SUPPLIED ENTRIES: Begin

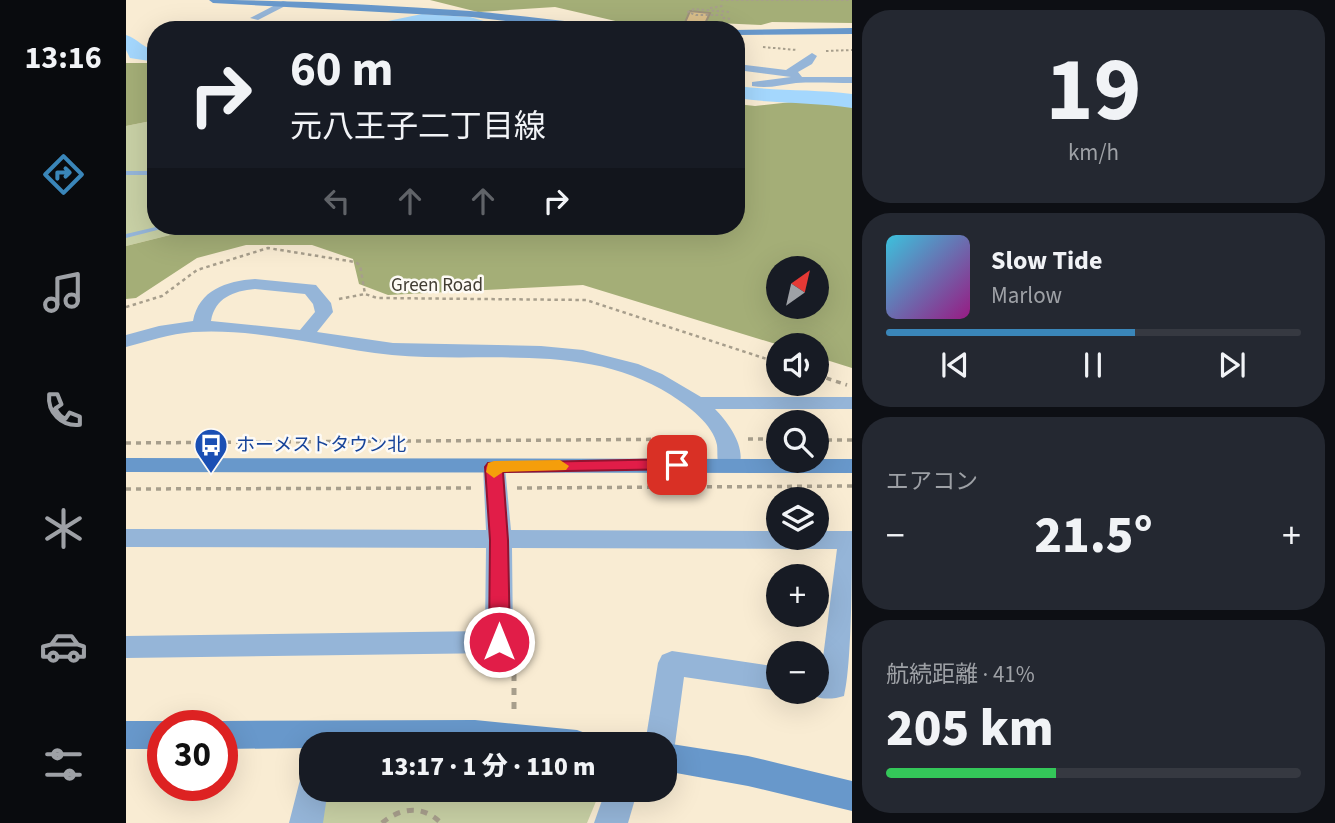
<!DOCTYPE html>
<html lang="ja">
<meta charset="utf-8">
<style>
body{margin:0;font-family:"Source Sans 3","Noto Sans JP",sans-serif;background:#242831;color:#f1f3f6;height:100vh;display:flex;flex-direction:column;font-size:26px;white-space:nowrap}
*{box-sizing:border-box;margin:0}
p{font-size:23px;color:#9ea1a6}
.icon{flex:none;width:38px;height:38px;fill:none;stroke:currentColor;stroke-width:2;stroke-linecap:round;stroke-linejoin:round}
.map{position:relative;flex:1;overflow:hidden}
.details{display:flex;flex-direction:column;gap:10px;padding:10px;background:#0d0f14;width:483px}
.details>*{flex:none}
.banner{position:absolute;left:21px;top:21px;width:598px;height:214px;border-radius:28px;box-shadow:0 7px 28px #0002;background:#171b24;color:#f1f3f6;overflow:hidden}
.needle{width:46px;rotate:34deg}
.controls{position:absolute;left:640px;top:256px;display:grid;gap:14px}
.controls a{display:grid;place-items:center;width:63px;height:63px;border-radius:50%;background:#171b24;box-shadow:0 7px 28px #0002;font-size:35px}
.speed{position:absolute;left:21px;top:710px;display:flex;gap:14px;font-size:35px;font-weight:700;text-align:center}
.speed>*{display:grid;place-content:center;width:91px;height:91px;border-radius:50%;background:#171b24;box-shadow:0 7px 28px #0002;line-height:1}
.speed .limit{border:10px solid #d22;background:#fff;color:#111}
.pin{position:absolute;display:grid;place-items:center;width:60px;height:60px;color:#fff;margin:-30px;border-radius:14px;box-shadow:0 4px 10px #0006}
.me{position:absolute;width:77px;margin:-38px;rotate:0deg;stroke-linejoin:round;filter:drop-shadow(0 0 5px #0008)}
.turn{display:flex;align-items:center;gap:24px;height:147px;padding:0 28px;font-size:32px}
.turn .icon{width:91px;height:91px;stroke-width:2.5}
.turn b{display:block;font-size:49px;line-height:60px}
.lanes{display:flex;align-items:center;height:66px;padding:0 28px;background:#0003;justify-content:center;gap:35px;direction:ltr}
.lanes .off{opacity:.35}
.big{font-size:52px;font-weight:800;line-height:1.1}
.details .widget{flex:1;display:flex;flex-direction:column;justify-content:center;gap:10px;min-width:0;padding:0 24px;border-radius:28px;background:#242831}
.details .dial{align-items:center;gap:0}
.dial b{font-size:91px;line-height:1}
.song{display:flex;align-items:center;gap:21px}
.cover{width:84px;height:84px;border-radius:10px;background:linear-gradient(135deg,hsl(190 70% 55%),hsl(310 70% 35%))}
.played{height:7px;border-radius:4px;background:linear-gradient(90deg,#3a86b9 60%,#363941 60%)}
.keys{display:flex;justify-content:space-around;direction:ltr}
.heat{display:flex;justify-content:space-between;align-items:center;font-size:38px;direction:ltr}
.charge{height:10px;border-radius:5px;background:linear-gradient(90deg,#34c759 41%,#363941 0)}
.trip{position:absolute;left:173px;top:732px;width:378px;height:70px;border-radius:28px;background:#171b24;box-shadow:0 7px 28px #0002;font-weight:800;line-height:70px;text-align:center}
main{display:flex;flex:1;min-height:0}
.tabs{display:flex;flex-direction:column;width:126px;justify-content:space-around;align-items:center;background:#090b0e;color:#9ea1a6}
.tabs .icon{width:49px;height:49px}
.tabs .selected{color:#3a86b9}
.tabs b{font-size:32px;color:#f1f3f6}
.map>svg:first-child{display:block}
.green{fill:#c8d0a5}
.forest{fill:#a4ae77;fill-rule:evenodd}
.lines{fill:none;stroke-linecap:round;stroke-linejoin:round}
.stream{stroke:#86a8c0;stroke-width:2.5}
.river{fill:#a4d7fd;fill-rule:evenodd}
.building{fill:#d9be8a;stroke:#9e927b;stroke-width:2}
.path-far3{stroke:#a79e8c;stroke-width:2;stroke-dasharray:2.5 2.5;stroke-linecap:butt}
.path-far2{stroke:#a79e8c;stroke-width:2.5;stroke-dasharray:3.5 3.5;stroke-linecap:butt}
.path-far1{stroke:#a79e8c;stroke-width:3.5;stroke-dasharray:5 5;stroke-linecap:butt}
.path{stroke:#a79e8c;stroke-width:5;stroke-dasharray:7 7;stroke-linecap:butt}
.lane{fill:#95b5d8;fill-rule:evenodd}
.street{fill:#95b5d8;fill-rule:evenodd}
.secondary{fill:#6898cb;fill-rule:evenodd}
.route{fill:#e11d48;stroke:#92132f;stroke-width:2}
.slow{fill:#f59e0b}
.labels{text-anchor:middle;dominant-baseline:central;stroke-width:5;stroke-linejoin:round;paint-order:stroke}
.street-label{font-size:19px;fill:#413c32;stroke:#fdfaf5}
.transit-label{font-size:19px;fill:#164399;stroke:#fdfaf5;text-anchor:start}
</style>
<main>
<nav class="tabs">
<b>13:16</b>
<svg class="icon selected" aria-label="directions" viewBox="0 0 24 24"><path d="M12 3l9 9-9 9-9-9zM9 14v-3h6M13 9l2 2-2 2"/></svg>
<svg class="icon" aria-label="music" viewBox="0 0 24 24"><path d="M9 18V5l10-2v13"/><circle cx="6" cy="18" r="3"/><circle cx="16" cy="16" r="3"/></svg>
<svg class="icon" aria-label="phone" viewBox="0 0 24 24"><path d="M5 4h4l2 5-3 2q2 4 5 5l2-3 5 2v4C11 20 4 13 5 4z"/></svg>
<svg class="icon" aria-label="climate" viewBox="0 0 24 24"><path d="M12 3v18M4 7l16 10M4 17L20 7"/></svg>
<svg class="icon" aria-label="car" viewBox="0 0 24 24"><path d="M5 17H2v-5l4-1 3-4h7l3 4 3 1v5h-3M9 17h6M6 11h13"/><circle cx="7" cy="17" r="2"/><circle cx="17" cy="17" r="2"/></svg>
<svg class="icon" aria-label="filters" viewBox="0 0 24 24"><path d="M4 7h16M4 17h16"/><circle cx="9" cy="7" r="2"/><circle cx="15" cy="17" r="2"/></svg>
</nav>
<div class="map">
<svg width="726" height="823" viewBox="0 0 726 823">
<rect width="100%" height="100%" fill="#f9ecd3"/>
<!-- green -->
<g class="green">
<polygon points="30,120 30,226 80,226 0,246 0,126"/>
<polygon points="186,789 463,789 471,799 461,823 180,823"/>
</g>
<!-- forest -->
<g class="forest">
<polygon points="304,0 726,0 726,23 646,22 635,25 547,21 511,26 429,7 352,12"/>
<polygon points="0,63 30,63 30,120 0,126"/>
<path d="M 675,101 L 726,104 L 726,368 L 691,357 L 691,345 L 653,345 L 457,285 L 262,295 L 233,284 L 227,259 L 186,245 L 120,245 L 71,258 L 10,298 L 0,299 L 0,246 L 80,226 L 611,226 L 611,104 L 629,106 ZM 653,268 L 691,268 L 691,306 L 653,306 Z"/>
</g>
<g class="lines">
<!-- stream -->
<polyline class="stream" points="0,46 6,45"/>
<!-- river -->
<g class="river">
<polygon points="296,14 344,17 375,26 378,30 352,30 312,24 249,30 262,21"/>
<path d="M 0,35 C 13,39 17,49 30,50 L 30,62 L 4,58 L 0,50 Z"/>
<path d="M 611,86 C 649,91 688,89 726,94 L 726,108 C 688,102 649,104 611,98 Z"/>
</g>
</g>
<!-- building -->
<polygon class="building" points="564,11 584,13 577,28 557,27"/>
<g class="lines">
<!-- path-far3 -->
<g class="path-far3">
<polyline points="595,0 723,0"/>
<polyline points="584,8 597,6"/>
<polyline points="603,12 568,9 562,12 570,15 596,15 596,18 606,19"/>
<polyline points="600,24 588,25 600,27"/>
<polyline points="637,47 671,50"/>
<polyline points="700,51 726,50"/>
</g>
<!-- path-far2 -->
<g class="path-far2">
<polyline points="213,299 239,294"/>
<polyline points="0,307 36,296 71,270 142,248 229,262 234,265 239,294 251,298 460,300 653,363"/>
</g>
<!-- path-far1 -->
<g class="path-far1">
<polyline points="691,375 721,385"/>
<polyline points="622,439 653,439"/>
<polyline points="691,440 726,440"/>
<polyline points="0,443 579,439"/>
<polyline points="391,488 726,486"/>
<polyline points="0,489 348,488"/>
</g>
<!-- path -->
<g class="path">
<polyline points="388,660 388,715"/>
<path d="M 256,823 C 275,807 297,805 315,823"/>
</g>
<!-- lane -->
<g class="lane">
<rect x="0" y="171" width="30" height="4"/>
<polygon points="34,226 47,226 0,238 0,234"/>
</g>
<!-- street -->
<g class="street">
<polygon points="157,1 165,3 132,20 124,18"/>
<path d="M 686,53 L 691,56 L 686,64 L 672,72 L 676,77 L 726,77 L 726,83 C 708,83 688,82 670,83 C 655,85 642,89 626,86 L 626,82 L 665,77 L 611,70 L 611,64 L 660,70 Z"/>
<path d="M 129,279 L 190,285 L 205,303 L 207,312 L 191,332 L 267,343 L 415,346 L 457,350 L 512,364 L 536,374 L 575,397 L 726,397 L 726,409 L 589,409 C 603,423 623,451 611,470 L 603,472 L 595,470 C 590,462 592,454 591,445 C 587,424 562,406 545,395 C 460,341 361,364 266,355 C 200,348 135,328 67,332 C 44,334 22,341 0,347 L 0,335 L 33,326 L 67,321 C 73,290 100,281 129,279 ZM 129,289 L 179,294 L 187,304 L 189,312 L 174,330 L 85,321 C 89,298 107,291 129,289 Z"/>
<path d="M 368,459 L 376,462 L 379,467 L 385,530 L 653,531 L 653,537 L 691,537 L 691,531 L 726,531 C 726,569 726,665 718,696 C 705,700 690,700 680,691 L 691,691 L 691,673 L 695,673 L 711,549 L 386,548 L 387,642 L 383,650 L 373,653 L 0,658 L 0,636 L 359,631 L 360,548 L 0,547 L 0,529 L 360,530 L 357,467 L 360,462 Z"/>
<polygon points="546,651 653,667 653,691 558,677 549,744 545,754 539,756 539,744 519,744 532,663 536,655"/>
<polygon points="186,772 186,789 202,789 197,823 163,823 175,776"/>
<polygon points="480,789 512,789 502,823 468,823"/>
</g>
<!-- secondary -->
<g class="secondary">
<path d="M 83,0 C 170,0 257,5 344,11 C 403,16 461,25 520,27 L 525,30 L 455,30 L 346,17 L 87,3 Z"/>
<polygon points="726,28 726,34 611,35 611,30 608,30"/>
<polygon points="0,458 726,459 726,473 0,472"/>
<polygon points="349,720 451,730 462,734 466,744 186,744 186,748 96,749 96,726 85,726 96,721"/>
<polygon points="0,721 37,721 48,726 37,726 37,749 0,749"/>
<polygon points="539,743 622,756 726,781 726,811 622,786 539,771 539,744 536,744"/>
</g>
</g>
<!-- route -->
<polygon class="route" points="551,459 560,465 557,469 377,472 382,540 384,642 381,648 373,650 366,648 363,642 364,540 359,467 362,463"/>
<!-- slow -->
<polygon class="slow" points="434,460 443,466 440,470 377,472 368,478 360,472 362,463 368,461"/>
<!-- icons -->
<defs>
<symbol id="bus-pin" viewBox="-11 -11 22 30"><path d="M0 17L-7.5 6A9.5 9.5 0 1 1 7.5 6Z" fill="#1a4fb4" stroke="#fdfaf5"/><path d="M-5-6H5V4H4V6H2V4H-2V6H-4V4H-5ZM-3.5-4V0h7V-4ZM-3.5 1.2v1.5H-2V1.2ZM2 1.2v1.5H3.5V1.2Z" fill="#fff"/></symbol>
</defs>
<g fill-rule="evenodd">
<use href="#bus-pin" x="66" y="426" width="38" height="52"/>
</g>
<g class="labels">
<!-- street labels -->
<g class="street-label">
<text x="311" y="285">Green Road</text>
</g>
<!-- transit labels -->
<g class="transit-label">
<text x="110" y="445">ホーメストタウン北</text>
</g>
</g>
</svg>
<div class="controls">
<a><svg class="needle" viewBox="-14 -14 28 28"><path d="M0-13l5 13h-10z" fill="#e53935"/><path d="M0 13l5-13h-10z" fill="#9ea1a6"/></svg></a>
<a><svg class="icon" aria-label="sound" viewBox="0 0 24 24"><path d="M4 9h4l5-4v14l-5-4H4zM17 9q2 3 0 6"/></svg></a>
<a><svg class="icon" aria-label="search" viewBox="0 0 24 24"><circle cx="10" cy="10" r="6"/><path d="M15 15l6 6"/></svg></a>
<a><svg class="icon" aria-label="layers" viewBox="0 0 24 24"><path d="M12 4l9 5-9 5-9-5zM3 14l9 5 9-5"/></svg></a>
<a>+</a>
<a>−</a>
</div>
<div class="speed"><div class="limit">30</div></div>
<div class="pin" style="left:551px;top:465px;background:#d93025"><svg class="icon" aria-label="arrive" viewBox="0 0 24 24"><path d="M6 21V4h12l-3 4 3 4H6"/></svg></div>
<svg class="me" style="left:373px;top:642px" viewBox="-20 -20 40 40"><circle r="17" fill="#e11d48" stroke="#fff" stroke-width="3"/><path d="M0-11L8 9 0 5-8 9z" fill="#fff"/></svg>
<div class="trip">13:17 · 1 分 · 110 m</div>
<div class="banner">
<div class="turn"><svg class="icon" aria-label="right" viewBox="0 0 24 24"><path d="M7 20v-9h11M14 6l5 5-5 5"/></svg><div><b>60 m</b>元八王子二丁目線</div></div>
<div class="lanes"><svg class="icon off" aria-label="left" viewBox="0 0 24 24"><path d="M17 20v-9H6M10 6l-5 5 5 5"/></svg><svg class="icon off" aria-label="ahead" viewBox="0 0 24 24"><path d="M12 20V5M6 11l6-6 6 6"/></svg><svg class="icon off" aria-label="ahead" viewBox="0 0 24 24"><path d="M12 20V5M6 11l6-6 6 6"/></svg><svg class="icon" aria-label="right" viewBox="0 0 24 24"><path d="M7 20v-9h11M14 6l5 5-5 5"/></svg></div>
</div>
</div>
<section class="details">
<div class="widget dial"><b>19</b><p>km/h</p></div>
<div class="widget">
<div class="song"><i class="cover"></i><div><b>Slow Tide</b><p>Marlow</p></div></div>
<div class="played"></div>
<div class="keys"><svg class="icon" aria-label="previous" viewBox="0 0 24 24"><path d="M18 5L8 12l10 7zM5 5v14"/></svg><svg class="icon" aria-label="pause" viewBox="0 0 24 24"><path d="M8 5v14M16 5v14"/></svg><svg class="icon" aria-label="next" viewBox="0 0 24 24"><path d="M6 5l10 7-10 7zM19 5v14"/></svg></div>
</div>
<div class="widget"><p>エアコン</p>
<div class="heat"><a>−</a><b class="big">21.5°</b><a>+</a></div>
</div>
<div class="widget"><p>航続距離 · 41%</p><b class="big">205 km</b><div class="charge"></div></div>
</section>
</main>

SUPPLIED ENTRIES: End

[EXERCISE]:
Return all lines from the data above with "none" in them.

[OUTPUT OF THE EXERCISE]:
.icon{flex:none;width:38px;height:38px;fill:none;stroke:currentColor;stroke-width:2;stroke-linecap:round;stroke-linejoin:round}
.details>*{flex:none}
.lines{fill:none;stroke-linecap:round;stroke-linejoin:round}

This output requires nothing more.